### WORK ITEM
Look through the entries for the string "small" and copy every line where it shows up.

[Collection entries]
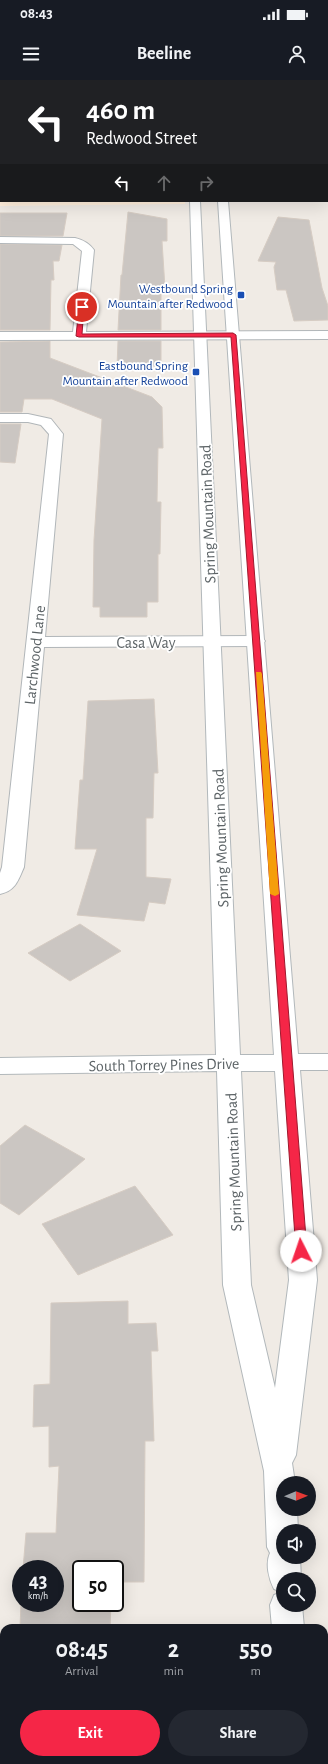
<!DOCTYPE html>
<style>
body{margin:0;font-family:"Alegreya Sans",sans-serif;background:#242831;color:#f1f3f6;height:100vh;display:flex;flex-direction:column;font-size:15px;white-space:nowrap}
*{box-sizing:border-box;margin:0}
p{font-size:13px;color:#9ea1a6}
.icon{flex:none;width:22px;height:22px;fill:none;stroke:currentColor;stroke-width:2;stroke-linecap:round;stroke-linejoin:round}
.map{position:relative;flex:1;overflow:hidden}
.sheet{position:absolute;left:0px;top:1544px;width:328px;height:140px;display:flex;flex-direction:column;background:#171b24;border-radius:12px 12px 0 0;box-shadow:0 4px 16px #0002}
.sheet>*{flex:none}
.guide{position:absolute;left:0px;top:0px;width:328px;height:122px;box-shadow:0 4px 16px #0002;background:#202124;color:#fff;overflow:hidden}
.needle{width:26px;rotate:89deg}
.tools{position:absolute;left:276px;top:1396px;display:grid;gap:8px}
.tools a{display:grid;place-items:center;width:40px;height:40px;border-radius:50%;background:#171b24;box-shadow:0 4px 16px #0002;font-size:20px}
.speed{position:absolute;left:12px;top:1480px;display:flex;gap:8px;font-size:20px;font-weight:700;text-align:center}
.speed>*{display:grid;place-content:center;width:52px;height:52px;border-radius:50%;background:#171b24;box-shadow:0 4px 16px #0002;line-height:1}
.speed small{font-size:10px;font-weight:400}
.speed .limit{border:2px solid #111;border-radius:6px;background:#fff;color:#111}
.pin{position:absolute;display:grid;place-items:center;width:34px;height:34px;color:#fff;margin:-17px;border:2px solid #fff;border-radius:50%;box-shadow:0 1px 4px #0007}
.me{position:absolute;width:44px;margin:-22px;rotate:356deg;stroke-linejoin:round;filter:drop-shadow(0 0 3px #0008)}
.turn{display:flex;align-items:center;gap:14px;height:84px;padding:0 20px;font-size:18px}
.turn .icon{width:52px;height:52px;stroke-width:2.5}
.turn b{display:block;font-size:28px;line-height:34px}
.lanes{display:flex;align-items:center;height:38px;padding:0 20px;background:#0003;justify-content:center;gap:20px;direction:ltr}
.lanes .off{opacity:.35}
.eta{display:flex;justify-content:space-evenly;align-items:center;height:68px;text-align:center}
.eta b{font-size:24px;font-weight:700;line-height:28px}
.primary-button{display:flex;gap:8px;margin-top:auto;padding:8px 20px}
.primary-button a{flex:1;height:46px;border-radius:24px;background:#f52647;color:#fff;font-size:16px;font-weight:700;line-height:46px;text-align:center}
.primary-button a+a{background:#242831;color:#f1f3f6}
.status{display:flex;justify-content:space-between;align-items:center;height:28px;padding:0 20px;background:#171b24;direction:ltr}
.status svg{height:11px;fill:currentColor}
header{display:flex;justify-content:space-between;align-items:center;height:52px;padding:0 20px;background:#171b24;font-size:18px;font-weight:700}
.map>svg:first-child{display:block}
</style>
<div class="status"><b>08:43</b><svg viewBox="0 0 49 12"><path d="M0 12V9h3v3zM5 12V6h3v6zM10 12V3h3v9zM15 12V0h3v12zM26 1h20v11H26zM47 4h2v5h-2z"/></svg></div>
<header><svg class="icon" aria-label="menu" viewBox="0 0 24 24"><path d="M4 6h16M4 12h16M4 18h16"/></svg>Beeline<svg class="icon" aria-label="person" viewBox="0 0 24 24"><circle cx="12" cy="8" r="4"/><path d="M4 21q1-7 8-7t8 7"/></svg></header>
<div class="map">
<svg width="328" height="1684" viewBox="0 0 328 1684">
<rect width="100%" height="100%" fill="#f0ebe5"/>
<path fill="#ffefdc" d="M0,0L178,1H1V121H185V124L0,126Z
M230,0H328V94L327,1Z"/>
<path fill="#cbc6c2" stroke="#d6ccc3" d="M128,132L167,139V161H162L165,208H161V250H118L121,195H122Z
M0,133H67L63,156H0Z
M278,137L309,140L322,208L328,226V240L294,241L286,210H277L274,187L276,182L258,181Z
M0,164L62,165L59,181H53L54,200H51L50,250H0Z
M50,261V278L152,317L162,327L163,368H158L157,422H161L160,474H158V522H147V537H100V527H93L94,460L102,339L52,319H24L22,332H0V262Z
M118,261H161V286L117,287Z
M0,344H21L15,383L0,382Z
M154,619L158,693H154L153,738H146V797L171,799L165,824L149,822L144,841L77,835L97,769H75L80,700H83L88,621Z
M80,844L121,871L70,901L28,873Z
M25,1045L85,1079L19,1135L0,1123V1066Z
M135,1106L173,1155L78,1195L42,1144Z
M128,1221V1244L156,1243L158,1271H151L154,1361H145L144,1502H115V1489H81V1523H111L110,1548H20L21,1523H55V1489H23L26,1453H56L59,1386L49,1387V1346L33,1347L34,1305L50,1304L51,1223Z"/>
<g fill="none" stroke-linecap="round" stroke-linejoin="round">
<g stroke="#b1b6b9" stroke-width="2">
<path id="minor" d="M0,157L75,158C83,160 89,163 94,170L86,252L328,251V259L0,260V252H73L82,171L73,164L0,163Z
M0,334H28L51,339L63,354L45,557L256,556L262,557L265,561L262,565L256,566L44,567L24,787C18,801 15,811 0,814V793L2,787L49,354L41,345L28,342H0Z"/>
</g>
<g stroke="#b2b8bb" stroke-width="2">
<path id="secondary" d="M185,0H193L194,1H184Z
M208,0H216L217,1H207Z
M190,121H200L240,975H274L218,121H228L298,974H328V990H300L317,1200L296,1375L292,1383L295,1403H283V1429H297L298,1451H283V1477H300L301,1499H283V1525H302L304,1548H272L270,1525L274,1515L282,1512L274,1509C269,1499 265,1484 270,1473L267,1467L264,1391L223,1205L217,991L0,994V978L216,975ZM241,991H275L289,1200L275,1308L251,1205Z
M278,1680H312L314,1684H278Z"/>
</g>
<use href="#minor" fill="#fff" fill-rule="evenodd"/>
<use href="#secondary" fill="#fff" fill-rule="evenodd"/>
</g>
<path fill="#f52647" stroke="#9f192e" d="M82,225L84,227L82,254L233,253L236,255L307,1171L305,1174H297L296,1171L231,257H79L76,256L79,227Z"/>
<path fill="#f59e0b" d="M256,592H261L262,594L279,814L275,816L270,814Z"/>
<g fill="#1a4fb4" stroke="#fff" stroke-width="1.5">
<rect x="237" y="211" width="8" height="8" rx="2"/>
<rect x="192" y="288" width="8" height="8" rx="2"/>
</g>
<g text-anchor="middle" stroke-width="3.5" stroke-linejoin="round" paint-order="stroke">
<g font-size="13" fill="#164399" stroke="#fff" text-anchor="end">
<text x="233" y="213">Westbound Spring<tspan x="233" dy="15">Mountain after Redwood</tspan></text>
<text x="188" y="290">Eastbound Spring<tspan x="188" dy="15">Mountain after Redwood</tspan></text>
</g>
<g font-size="16" fill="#5d6467" stroke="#fff">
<text transform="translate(207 434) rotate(-92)" y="6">Spring Mountain Road</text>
<text x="146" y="568">Casa Way</text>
<text transform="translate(34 575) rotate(-84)" y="6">Larchwood Lane</text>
<text transform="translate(220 758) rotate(-92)" y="6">Spring Mountain Road</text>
<text transform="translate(164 984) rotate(-1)" y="6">South Torrey Pines Drive</text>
<text transform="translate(233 1082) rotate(-92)" y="6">Spring Mountain Road</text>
</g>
</g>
</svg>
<div class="tools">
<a><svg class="needle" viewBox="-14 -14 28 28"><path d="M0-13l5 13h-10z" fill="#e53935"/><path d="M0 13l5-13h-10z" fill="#9ea1a6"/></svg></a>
<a><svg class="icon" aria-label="sound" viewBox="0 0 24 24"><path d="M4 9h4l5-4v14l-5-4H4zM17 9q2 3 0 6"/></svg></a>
<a><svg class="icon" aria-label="search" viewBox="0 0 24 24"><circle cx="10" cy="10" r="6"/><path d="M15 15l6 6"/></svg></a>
</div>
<div class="speed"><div>43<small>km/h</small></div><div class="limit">50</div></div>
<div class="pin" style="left:82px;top:227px;background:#d93025"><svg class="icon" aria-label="arrive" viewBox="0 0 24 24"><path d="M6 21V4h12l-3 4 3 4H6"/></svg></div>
<svg class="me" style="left:301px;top:1171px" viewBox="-20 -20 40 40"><circle r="19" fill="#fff"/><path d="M0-13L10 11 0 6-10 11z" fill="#f52647"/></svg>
<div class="guide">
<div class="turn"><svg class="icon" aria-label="left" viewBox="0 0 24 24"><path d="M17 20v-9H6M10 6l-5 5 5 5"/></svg><div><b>460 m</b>Redwood Street</div></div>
<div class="lanes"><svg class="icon" aria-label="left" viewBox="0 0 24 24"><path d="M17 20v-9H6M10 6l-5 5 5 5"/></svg><svg class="icon off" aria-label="ahead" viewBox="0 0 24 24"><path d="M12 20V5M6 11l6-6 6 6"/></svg><svg class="icon off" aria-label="right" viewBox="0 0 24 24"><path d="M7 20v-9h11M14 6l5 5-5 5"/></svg></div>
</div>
<section class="sheet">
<div class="eta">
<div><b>08:45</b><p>Arrival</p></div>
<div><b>2</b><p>min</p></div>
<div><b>550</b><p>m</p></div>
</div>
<div class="primary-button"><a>Exit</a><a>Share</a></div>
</section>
</div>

### EXERCISE RESULT
.speed small{font-size:10px;font-weight:400}
<div class="speed"><div>43<small>km/h</small></div><div class="limit">50</div></div>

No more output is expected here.